EXERCISE MATERIAL
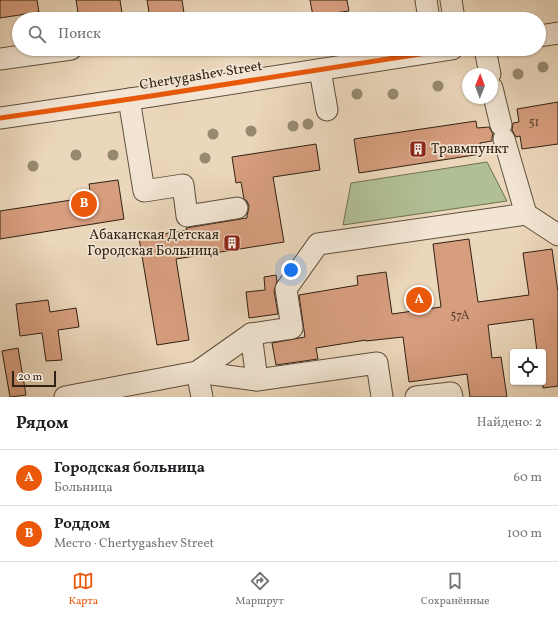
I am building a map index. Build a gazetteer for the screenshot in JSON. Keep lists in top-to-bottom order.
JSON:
{
  "streets": {
    "street": ["Chertygashev Street"]
  },
  "places": {
    "building": ["Травмпункт", "Абаканская Детская Городская Больница"]
  },
  "house_numbers": ["51", "57А"],
  "scale_bar": "20 m",
  "north": "top",
  "page": {
    "search": "Поиск",
    "pins": ["B", "A"],
    "scale": "20 m",
    "heading": ["Рядом", "Найдено: 2"],
    "list": [
      {
        "mark": "A",
        "name": "Городская больница",
        "note": "Больница",
        "value": "60 m"
      },
      {
        "mark": "B",
        "name": "Роддом",
        "note": "Место · Chertygashev Street",
        "value": "100 m"
      }
    ],
    "nav": ["Карта", "Маршрут", "Сохранённые"]
  }
}
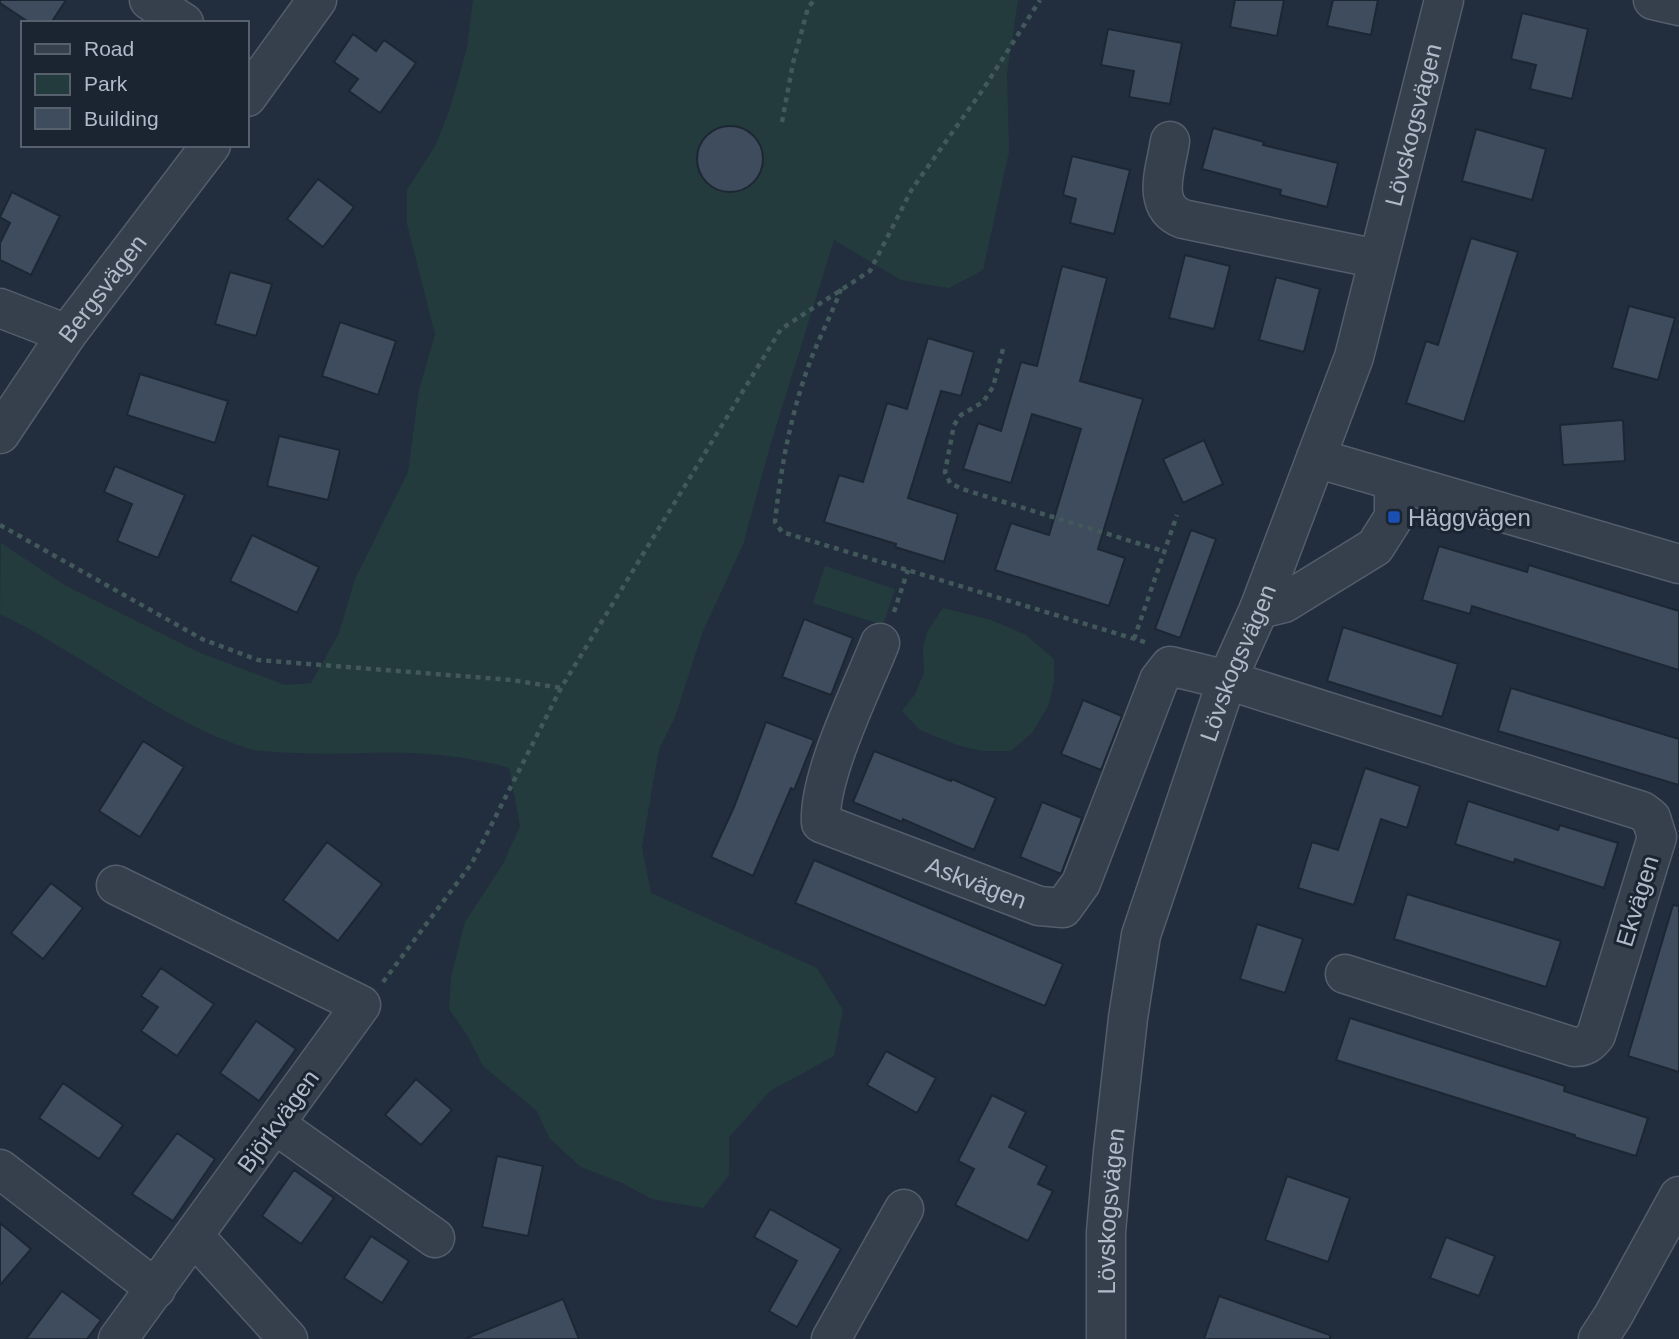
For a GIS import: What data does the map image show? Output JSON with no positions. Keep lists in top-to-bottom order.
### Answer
{
  "streets": {
    "street": [
      "Lövskogsvägen",
      "Bergsvägen",
      "Askvägen",
      "Ekvägen",
      "Björkvägen"
    ]
  },
  "crossings": [
    ["Lövskogsvägen", "Ekvägen"]
  ],
  "places": {
    "transit": ["Häggvägen"]
  },
  "legend": ["Road", "Park", "Building"]
}
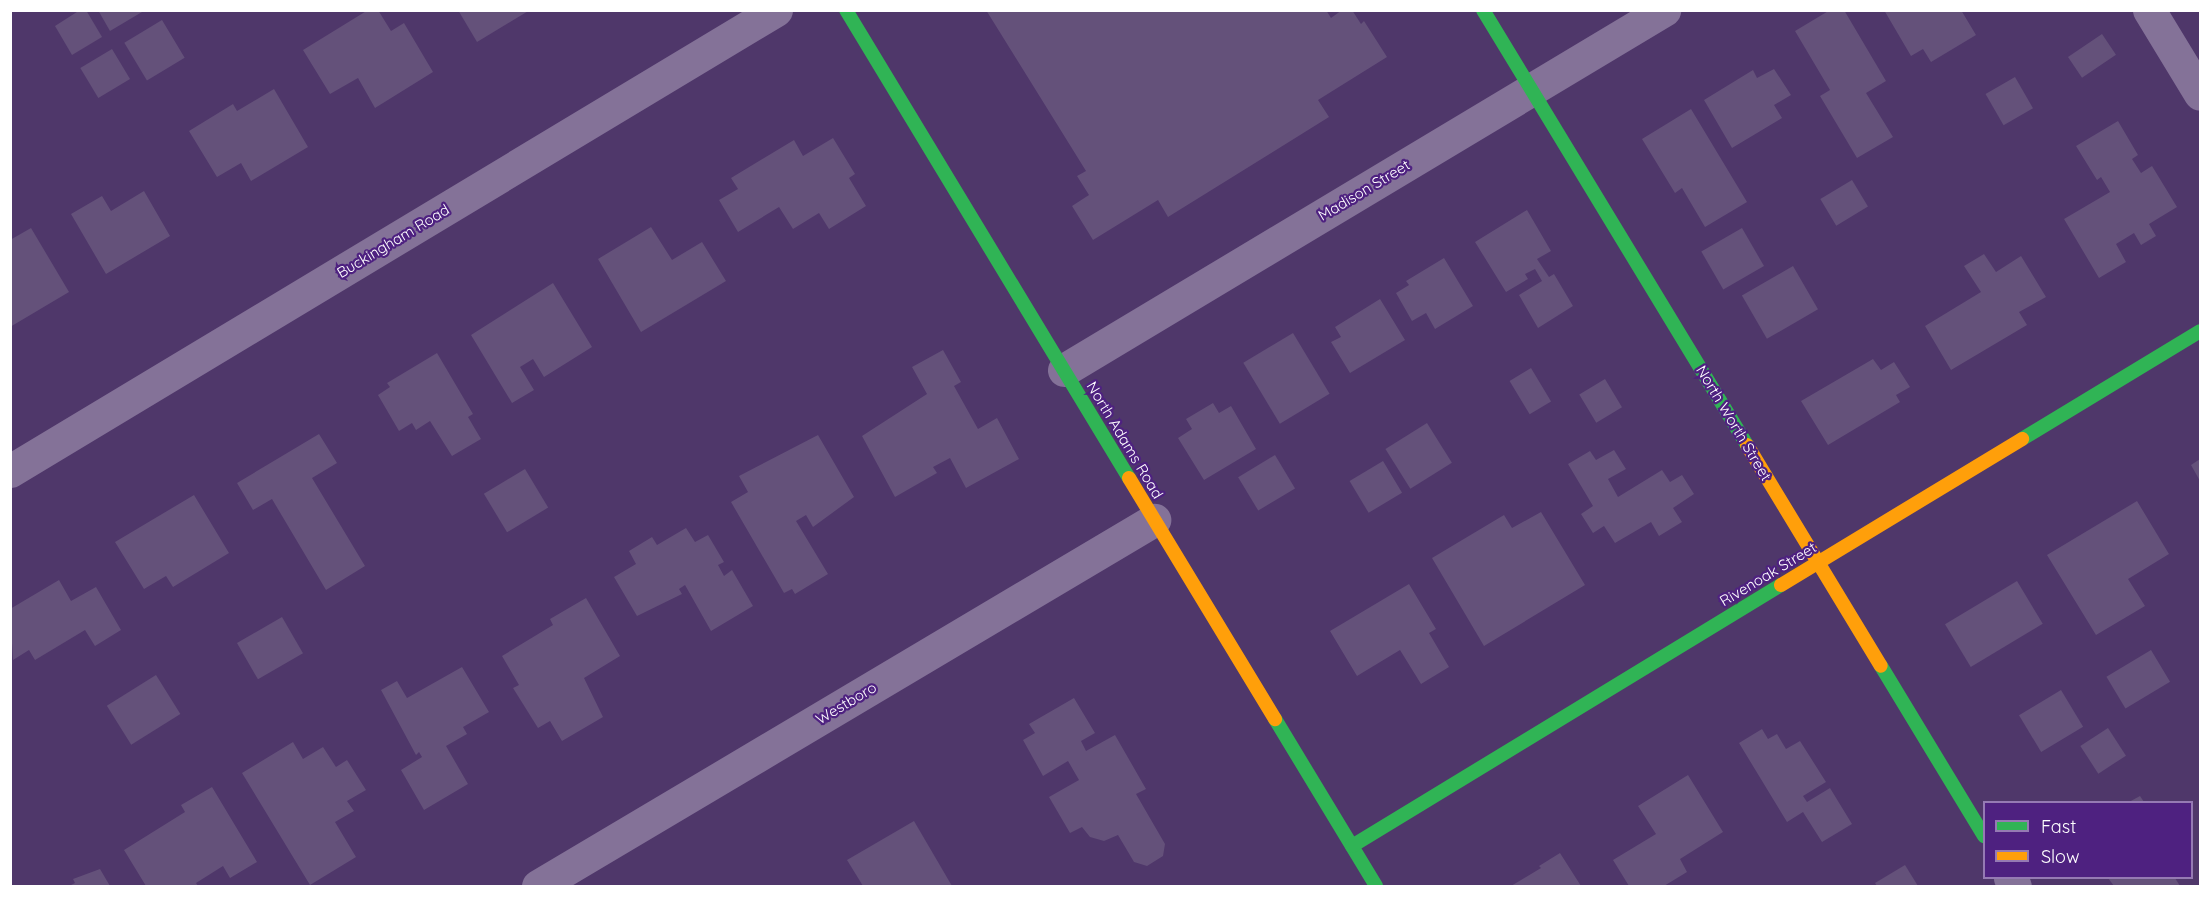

WHAT IS EXPECTED
Your task is to copy each line of the listing that holds the word "Keep".

PROBLEM SOLUTION
I am building a map index. Build a gazetteer for the screenshot in JSON. Keep lists in top-to-bottom order.
For a GIS import: What data does the map image show? Output JSON with no positions. Keep lists in top-to-bottom order.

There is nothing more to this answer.